Gov. Rick Perry today sent a letter to members of Congress, as did many governors around the country, commending their efforts to overturn the Environmental Protection Agency (EPA) endangerment findings through a disapproval resolution. In his letter, Gov. Perry also emphasized recent legal action taken by State of Texas, including a Petition for Review with the U.S. Court of Appeals for the D.C. Circuit, as well as a Petition for Reconsideration with the EPA administrator challenging the agency's attempt to regulate carbon dioxide and other gases under the Clean Air Act.
"The EPAs misguided plan paints a big target on the backs of Texas agriculture and energy producers and the hundreds of thousands of Texans they employ," Gov. Perry said in his letter. "Congress has a unique opportunity to prevent one-size-fits-all mandates from being imposed by unelected federal bureaucrats and instead recognize the rights of states to tailor economic and environmental policies in the manner that are in the best interest of their citizens."

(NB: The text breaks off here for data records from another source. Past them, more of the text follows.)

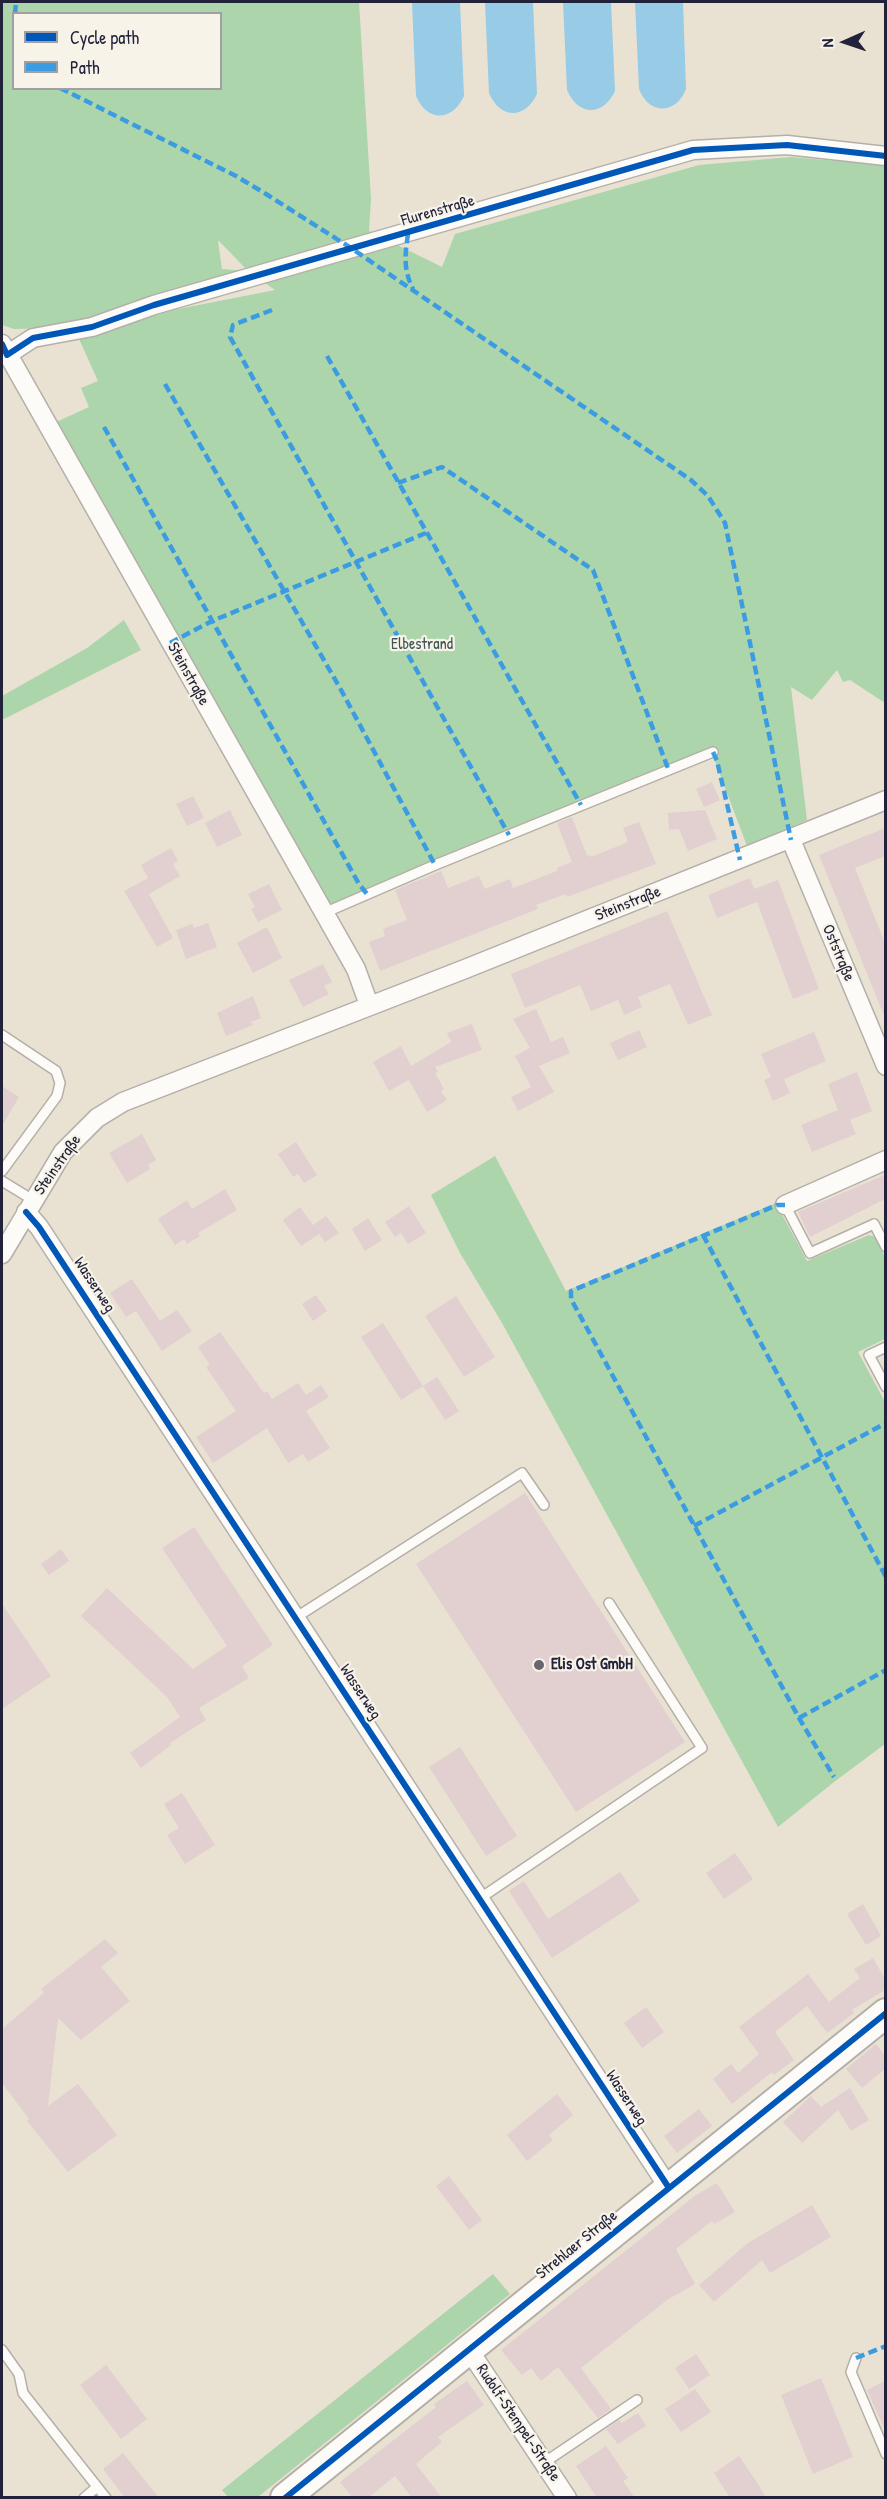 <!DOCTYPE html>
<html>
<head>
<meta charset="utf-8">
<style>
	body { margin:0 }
	#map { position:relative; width:887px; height:2499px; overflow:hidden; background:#e9e2d3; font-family:"Patrick Hand",sans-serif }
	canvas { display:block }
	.frame { position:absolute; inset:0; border:3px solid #22223b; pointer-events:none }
	.legend { position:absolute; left:12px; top:12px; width:210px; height:78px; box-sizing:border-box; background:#f7f3e8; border:2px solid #a29fa3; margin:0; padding:8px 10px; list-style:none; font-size:18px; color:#22223b }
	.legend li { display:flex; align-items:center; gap:12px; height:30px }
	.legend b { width:30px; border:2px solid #a29fa3 }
	.north { position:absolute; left:815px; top:12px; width:60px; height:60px; -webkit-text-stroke:4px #f7f3e8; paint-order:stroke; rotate:267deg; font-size:16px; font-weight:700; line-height:24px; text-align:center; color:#22223b }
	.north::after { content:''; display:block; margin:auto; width:21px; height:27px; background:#22223b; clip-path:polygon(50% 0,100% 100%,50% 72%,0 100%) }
</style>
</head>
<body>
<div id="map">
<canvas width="887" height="2499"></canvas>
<div class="frame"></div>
<ul class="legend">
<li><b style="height:8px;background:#0057b8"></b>Cycle path</li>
<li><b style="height:8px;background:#3c9ce2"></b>Path</li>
</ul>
<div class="north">N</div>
</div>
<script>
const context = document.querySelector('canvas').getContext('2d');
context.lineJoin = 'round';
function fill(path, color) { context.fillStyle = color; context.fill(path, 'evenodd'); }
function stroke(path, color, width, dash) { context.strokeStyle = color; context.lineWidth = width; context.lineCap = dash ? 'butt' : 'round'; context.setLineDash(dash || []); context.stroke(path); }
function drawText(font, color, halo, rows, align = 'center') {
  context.font = font + ' "Patrick Hand",sans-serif'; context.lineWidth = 4.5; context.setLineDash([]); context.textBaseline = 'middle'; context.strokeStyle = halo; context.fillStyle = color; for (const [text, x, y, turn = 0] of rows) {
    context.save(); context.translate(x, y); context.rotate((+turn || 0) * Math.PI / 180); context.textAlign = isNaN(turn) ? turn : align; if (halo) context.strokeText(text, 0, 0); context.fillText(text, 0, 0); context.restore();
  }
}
const green = new Path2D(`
	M2,2H359L371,199L369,231L442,267L455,234L699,165L791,157L885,165V703L850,680L843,682L837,670L812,700L791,687L807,820L747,846L713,756L332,912L54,423L89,407L81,388L98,381L79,339L173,310L275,290L248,271L62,328L14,329L2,325ZM14,14H220V88H14ZM218,241H219L248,271L222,269Z
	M124,620L141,650L2,720V696L87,648Z
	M495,1156L566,1291L776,1203L807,1261L869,1235L875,1237L885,1257V1339L858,1352L885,1402V1744L834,1782L778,1827L502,1323L460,1253L431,1195Z
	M493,2274L510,2294L258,2497H228L222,2490Z`);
const water = new Path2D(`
	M412,2H460L464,96C452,122 427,122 416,96Z
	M485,2H533L537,94C525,120 500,119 489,93Z
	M563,2H611L615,91C603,117 578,116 567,90Z
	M635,2H683L686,89C676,115 649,115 639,89Z`);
const building = new Path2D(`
	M712,782L720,800L704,807L696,789Z
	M193,796L204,818L187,826L176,804Z
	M230,810L242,835L217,847L205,823Z
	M705,810L717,839L688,851L679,829L669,830L668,813Z
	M572,817L587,856L590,855L591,857L628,842L623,828L639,822L656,864L567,897L566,894L536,905L538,909L380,971L369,942L385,936L383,929L407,920L395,890L441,871L448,888L479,876L485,889L510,879L513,888L557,871V868L572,862L557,823Z
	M885,828V856L855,868L885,943V1018L819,855Z
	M171,848L178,861L173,864L180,876L149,894L173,938L157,947L124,891L148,878L141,865Z
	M750,878L754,889L778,880L819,989L793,999L757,902L717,918L708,895Z
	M269,884L282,910L258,922L251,909L255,907L248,894Z
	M667,911L712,1015L688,1025L670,984L638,997L642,1007L624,1015L618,1000L591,1011L580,985L525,1008L511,974Z
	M208,923L217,947L186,959L176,930L192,924L194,928Z
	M267,927L282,958L253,973L237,943Z
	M323,964L332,982L324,986L329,994L303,1007L289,980Z
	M253,996L261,1018L251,1022L253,1025L226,1036L217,1013Z
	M536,1009L551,1042L563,1037L570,1053L539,1066L554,1092L518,1111L511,1097L531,1087L515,1056L530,1048L513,1019Z
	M472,1024L482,1050L435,1067L438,1072L435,1073L444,1089L441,1091L447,1100L427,1112L409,1080L389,1091L373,1062L401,1046L411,1066L451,1042L447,1033Z
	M639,1030L647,1047L618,1060L610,1043Z
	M814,1032L826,1061L784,1079L790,1093L773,1101L764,1080L771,1077L761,1054Z
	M857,1072L872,1111L850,1120L856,1134L812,1152L801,1125L838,1110L828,1084Z
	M2,1086L19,1097L2,1126Z
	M142,1134L156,1160L148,1165L150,1169L127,1183L109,1153Z
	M296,1142L317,1175L304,1183L298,1174L293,1177L278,1154Z
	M885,1175V1199L810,1237L798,1212Z
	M225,1189L237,1210L198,1233L200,1236L187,1244L184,1239L175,1245L158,1219L187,1200L192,1209Z
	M409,1206L426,1233L408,1244L401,1233L395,1237L385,1222Z
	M300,1207L315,1228L313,1225L326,1216L339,1233L325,1242L319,1234L301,1246L283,1220Z
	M368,1218L382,1240L365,1251L352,1229Z
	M132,1279L160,1321L177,1310L192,1331L162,1351L136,1311L126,1317L110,1293Z
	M316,1295L327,1311L313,1321L302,1304Z
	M456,1296L495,1357L464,1377L425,1316Z
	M383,1323L423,1386L401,1400L361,1337Z
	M220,1332L264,1393L267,1391L272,1399L298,1383L306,1395L321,1385L329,1397L306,1411L330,1448L308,1462L303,1454L288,1463L267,1428L213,1463L196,1437L236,1411L206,1367L210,1365L198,1347Z
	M437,1377L459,1411L445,1420L423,1386Z
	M525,1493L685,1742L576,1812L416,1564Z
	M194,1527L273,1645L242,1666L249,1678L199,1708L206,1720L170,1743L171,1745L141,1768L130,1753L180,1717L167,1697L81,1616L107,1588L193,1669L227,1646L162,1548Z
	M61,1549L69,1561L49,1575L41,1564Z
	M2,1604L51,1676L2,1709Z
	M460,1747L517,1836L486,1856L429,1767Z
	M182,1793L215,1845L185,1864L167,1835L179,1828L164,1804Z
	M735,1853L753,1879L724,1899L706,1873Z
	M620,1872L640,1901L552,1958L509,1891L524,1881L548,1919Z
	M863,1904L881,1936L866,1945L847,1914Z
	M105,1939L118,1953L101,1967L130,2001L81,2040L58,2018L48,2106L78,2084L117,2135L68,2172L27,2121L29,2119L2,2083V2029L44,1993L41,1989Z
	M873,1958L885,1979V1990L852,2010L854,2013L827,2033L807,2006L775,2032L794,2060L774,2075L772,2072L732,2104L713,2079L731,2064L738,2073L759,2054L739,2027L808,1974L829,2002L860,1978L854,1969Z
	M646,2007L664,2032L642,2048L624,2023Z
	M876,2044L885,2056V2069L862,2088L846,2069Z
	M850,2088L869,2120L851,2131L838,2110L802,2143L783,2122L811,2096L821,2107Z
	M557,2094L573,2115L549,2135L553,2140L527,2161L507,2135Z
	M699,2109L712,2126L677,2153L664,2136Z
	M449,2176L482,2220L469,2230L436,2186Z
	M717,2183L735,2212L714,2224L712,2221L676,2249L695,2284L667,2300L581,2368L611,2409L598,2418L558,2367L541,2381L531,2368L522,2375L501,2350L696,2195Z
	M812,2205L831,2237L770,2273L762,2260L714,2302L699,2285L748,2243Z
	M696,2354L710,2375L689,2389L675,2368Z
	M106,2365L147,2419L121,2439L80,2385Z
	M821,2378L853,2457L813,2474L781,2395Z
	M467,2381L484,2405L438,2437L442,2442L416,2464L442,2498H412L395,2476L368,2498H353L340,2482L436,2407L434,2404Z
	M885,2381V2430L867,2390Z
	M695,2389L711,2412L681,2432L665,2409Z
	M638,2413L646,2426L618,2444L606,2429L619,2420L622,2423Z
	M606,2446L628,2478L623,2481L635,2498H597L576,2466Z
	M123,2453L159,2498H125L103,2469Z
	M739,2456L758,2484L766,2498H730L714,2473Z`);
const service = new Path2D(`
	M324,913L435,865L713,752
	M2,1035L56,1071L60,1083L57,1096L2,1171
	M2,1181L33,1200
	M785,1205L810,1253L874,1224L886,1247
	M886,1347L869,1355L886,1387
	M295,1618L522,1473L544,1505
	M479,1899L702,1748L609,1603
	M2,2350L19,2374L23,2393L106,2498
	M856,2358L851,2372L886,2454
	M545,2462L637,2400
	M84,2498L97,2487`);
const minor = new Path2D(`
	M2,344L356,969L369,1005
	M7,355L33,338L92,327L154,305L693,150L787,145L886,156
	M791,840L886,1066
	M785,1205L886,1160
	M26,1212L39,1227L669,2188
	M2,1254L63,1152L97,1118L123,1102L465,969L886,800
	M469,2350L567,2498`);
const primary = new Path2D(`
	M285,2498L886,2013`);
const quiet = new Path2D(`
	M15,14L16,2
	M60,88L236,176L266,194L351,248L691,480L708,496L725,523L791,840
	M408,234C405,255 403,269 413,289
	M272,310L233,325L230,337L509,835
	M327,356L581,805
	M165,384L340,688L435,865
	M104,427L359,884L367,894
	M398,483L442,467L593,570L669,771
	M170,643L212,621L426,533
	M713,752L717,761L740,860
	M785,1205H777L571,1291V1299L799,1718L834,1777
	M703,1235L886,1577
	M694,1526L886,1423
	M799,1718L886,1670
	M856,2358L886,2346`);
const cycleway = new Path2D(`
	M2,344L7,355L33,338L92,327L154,305L693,150L787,145L886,156
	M26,1212L39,1227L669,2188
	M285,2498L886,2013`);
const markers = [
	[539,1665,6,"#686570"]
];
const streetNames = [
	["Flurenstraße",438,211,-16],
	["Steinstraße",188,674,61],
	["Steinstraße",628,904,-22],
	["Oststraße",838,953,67],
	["Steinstraße",58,1165,-55],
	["Wasserweg",94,1285,57],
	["Wasserweg",360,1692,57],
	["Wasserweg",626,2098,57],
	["Strehlaer Straße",577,2245,-39],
	["Rudolf-Stempel-Straße",518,2423,56]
];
const parkNames = [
	["Elbestrand",422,645]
];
const poiNames = [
	["Elis Ost GmbH",551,1665]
];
fill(green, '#acd5ab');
fill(water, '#97cbe6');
fill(building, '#e2cfd0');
stroke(service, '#b4afa8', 12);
stroke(minor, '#b4afa8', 21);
stroke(primary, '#b4afa8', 32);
stroke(service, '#fcfbf8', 9);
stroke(minor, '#fcfbf8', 18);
stroke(primary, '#fcfbf8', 28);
stroke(quiet, '#3c9ce2', 4.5, [9, 4.5]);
stroke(cycleway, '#0057b8', 6);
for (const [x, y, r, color] of markers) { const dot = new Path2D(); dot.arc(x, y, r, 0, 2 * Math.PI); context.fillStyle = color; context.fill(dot); stroke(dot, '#f7f3e8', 2); }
drawText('16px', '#22223b', '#f7f3e8', streetNames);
drawText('16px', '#3d5553', '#f7f3e8', parkNames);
drawText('bold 16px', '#22223b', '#f7f3e8', poiNames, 'left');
</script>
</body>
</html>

Texas has a record of working proactively to protect natural resources and improve environmental quality. We have reduced nitrogen oxide emissions by 46 percent, cut ozone levels by 22 percent and reduced carbon dioxide emissions more than nearly every other state, all without government mandates or extravagant fines. Rather than making traditional energy sources more expensive, Texas leaders continue to support making alternative energy technologies less expensive, thereby encouraging widespread commercial use and removing barriers to innovation and competition.
"Texas has already created our own blueprint for incentivizing renewable energy without killing jobs in other industries or hiking up energy costs, and mandates from Washington will only hinder our progress," Gov. Perry noted in the letter.
Diversifying the state's energy portfolio continues to be a priority for Gov. Perry. Texas has installed more wind power than any other state and all but four countries, and is developing new transmission lines that will move more than 18,000 megawatts across the state. Texas has also attracted more than 9,000 megawatts of energy from the development of next-generation nuclear power plants. The state is also looking to add new clean coal plants that will capture and sequester carbon dioxide emissions, or use carbon dioxide to increase production from Texas oil fields.